As we wrote yesterday, the accessories brand gifted sunglasses to protect the 33 men from sun damage upon emerging from the ground and one can’t help wondering what Oakley’s true intentions were. (Side note: the initial $450 reported price-tag of the sunglasses was actually $180.) The company did say, however, that its protective eyewear had been recommended to ACHS, the private health insurer who examined the miners, post-rescue.
Still, the benefits from the donation were enormous. Darren Rovell at CNBC writes that “In worldwide television impact alone, Oakley garnered $41 million in equivalent advertising time, according to research done for CNBC from Front Row Analytics, a sponsorship evaluation firm.”
Front Row then broke the exposure down by country, and found that Oakley will get the most exposure in China ($11.7 million), versus $6.4 million in the United States, $898,000 in the U.K., and $703,000 in Chile.
Naturally, Oakley would want to spin the situation as an example of a company looking to help out in a dire situation. And Oakley has made charitable donations before — this isn’t a first-time deal for them. But so much exposure for such little money/effort is something akin to marketing genius, particularly for a brand that has been floundering in recent years.
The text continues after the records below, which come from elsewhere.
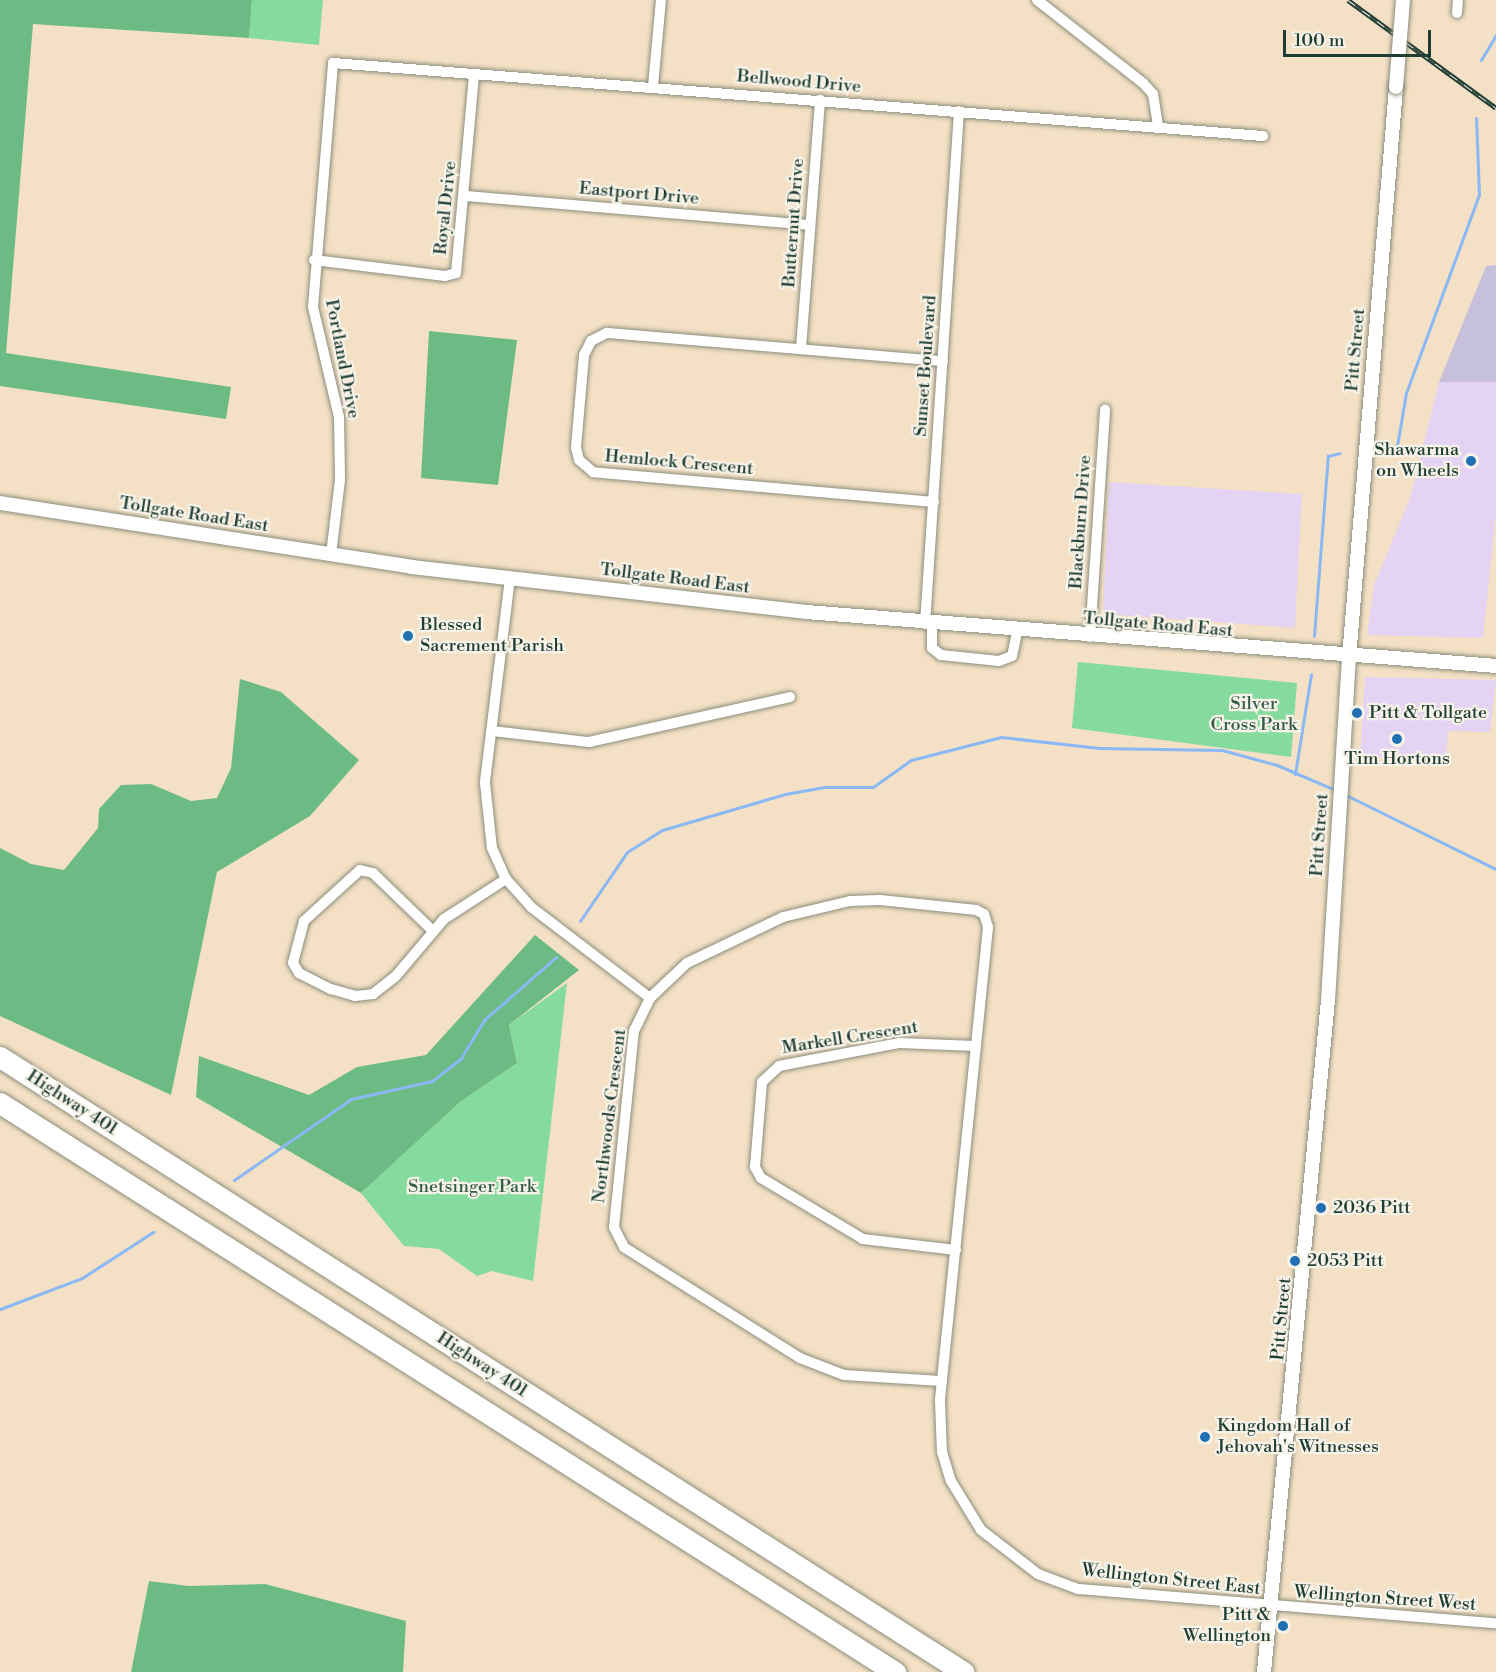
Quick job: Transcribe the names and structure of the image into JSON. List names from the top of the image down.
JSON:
{
  "streets": {
    "highway": ["Highway 401"],
    "street": [
      "Bellwood Drive",
      "Eastport Drive",
      "Royal Drive",
      "Butternut Drive",
      "Pitt Street",
      "Portland Drive",
      "Sunset Boulevard",
      "Hemlock Crescent",
      "Tollgate Road East",
      "Blackburn Drive",
      "Markell Crescent",
      "Northwoods Crescent",
      "Wellington Street East",
      "Wellington Street West"
    ]
  },
  "crossings": [
    ["Bellwood Drive", "Royal Drive"],
    ["Bellwood Drive", "Butternut Drive"],
    ["Bellwood Drive", "Portland Drive"],
    ["Bellwood Drive", "Sunset Boulevard"],
    ["Eastport Drive", "Royal Drive"],
    ["Eastport Drive", "Butternut Drive"],
    ["Royal Drive", "Portland Drive"],
    ["Butternut Drive", "Hemlock Crescent"],
    ["Pitt Street", "Tollgate Road East"],
    ["Pitt Street", "Wellington Street East"],
    ["Pitt Street", "Wellington Street West"],
    ["Portland Drive", "Tollgate Road East"],
    ["Sunset Boulevard", "Hemlock Crescent"],
    ["Sunset Boulevard", "Tollgate Road East"],
    ["Tollgate Road East", "Blackburn Drive"],
    ["Markell Crescent", "Northwoods Crescent"],
    ["Markell Crescent", "Wellington Street East"],
    ["Northwoods Crescent", "Wellington Street East"],
    ["Wellington Street East", "Wellington Street West"]
  ],
  "parks": ["Silver Cross Park", "Snetsinger Park"],
  "places": [
    "Shawarma on Wheels",
    "Blessed Sacrement Parish",
    "Pitt & Tollgate",
    "Tim Hortons",
    "2036 Pitt",
    "2053 Pitt",
    "Kingdom Hall of Jehovah's Witnesses",
    "Pitt & Wellington"
  ],
  "scale_bar": "100 m"
}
Still, what does the public think of Oakley’s move? According to a Huffington Post poll, over 58% of respondents deemed the donation “well-intentioned, but also well-thought-out,” while 30% praised the company’s move as “commendable.” Only 11.3% called it “kind of despicable.”
One Refinery29 commenter said, “If it was just a matter of protecting the miners’ eyes, anyone could have forked over a donation for $20 shades.” A valid point, certainly. Oakley may or may not be guilty of taking advantage of the situation in Chile, but no one can argue that they didn’t take advantage of a great opportunity when they saw one.